In quel preciso istante, come un pacificatore che si mette in mezzo tra due litiganti, suonò il campanello, ma nonostante entrambi riconobbero quel suono come l’arrivo di un potenziale cliente, ci misero un po’ prima di reagire: Sherlock aveva distolto lo sguardo da John con un lampo d’irritazione e si stava massaggiando le tempie nel tentativo di calmarsi, mentre John faceva del suo meglio per fermare il tremito alla mano sinistra, uno dei souvenir che la guerra gli aveva lasciato.
Finiva sempre così, tra loro due.
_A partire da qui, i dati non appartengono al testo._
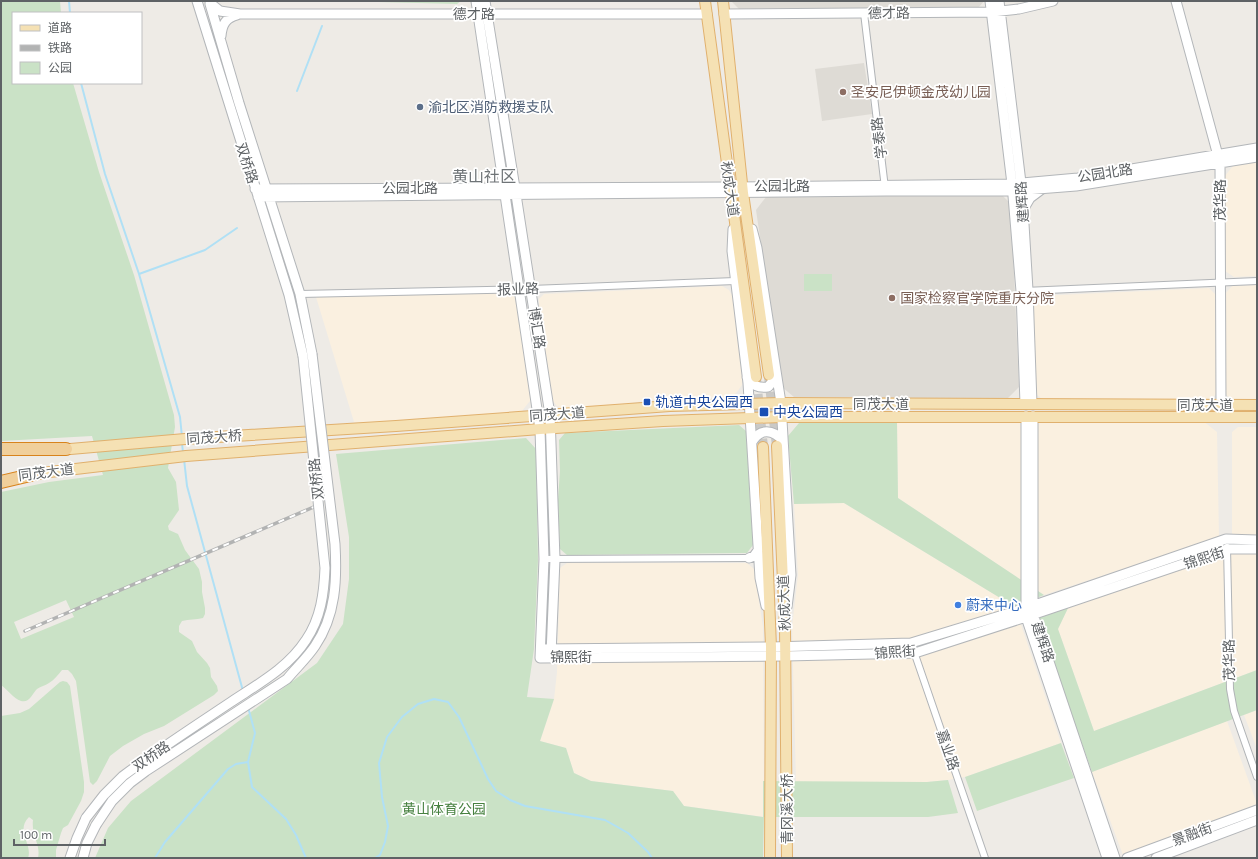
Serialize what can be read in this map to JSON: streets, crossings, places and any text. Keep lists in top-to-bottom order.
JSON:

Un’intera relazione che oscillava tra attimi di comprensione reciproca e continui fraintendimenti; litigavano di rado, ma ogni volta la conclusione era sempre la stessa: una resa amara da una parte e una sconfitta annichilente dall’altra. Più tempo passava, più si avvicinavano, più diventava faticoso poi recuperare quell’armonia che tanto amavano – senza averlo mai confessato nemmeno a se stessi.
«Vuoi che lo faccia salire?», chiese John, spezzando la tensione.
Sherlock annuì, ingoiati di nuovo i suoi sentimenti, e si andò a sedere sulla sua poltrona come se non fosse successo niente.
Prima di scendere le scale, John si fermò sulla soglia e mormorò: «Grazie per la colazione», dando le spalle al suo coinquilino. Sherlock non diede segno di averlo sentito.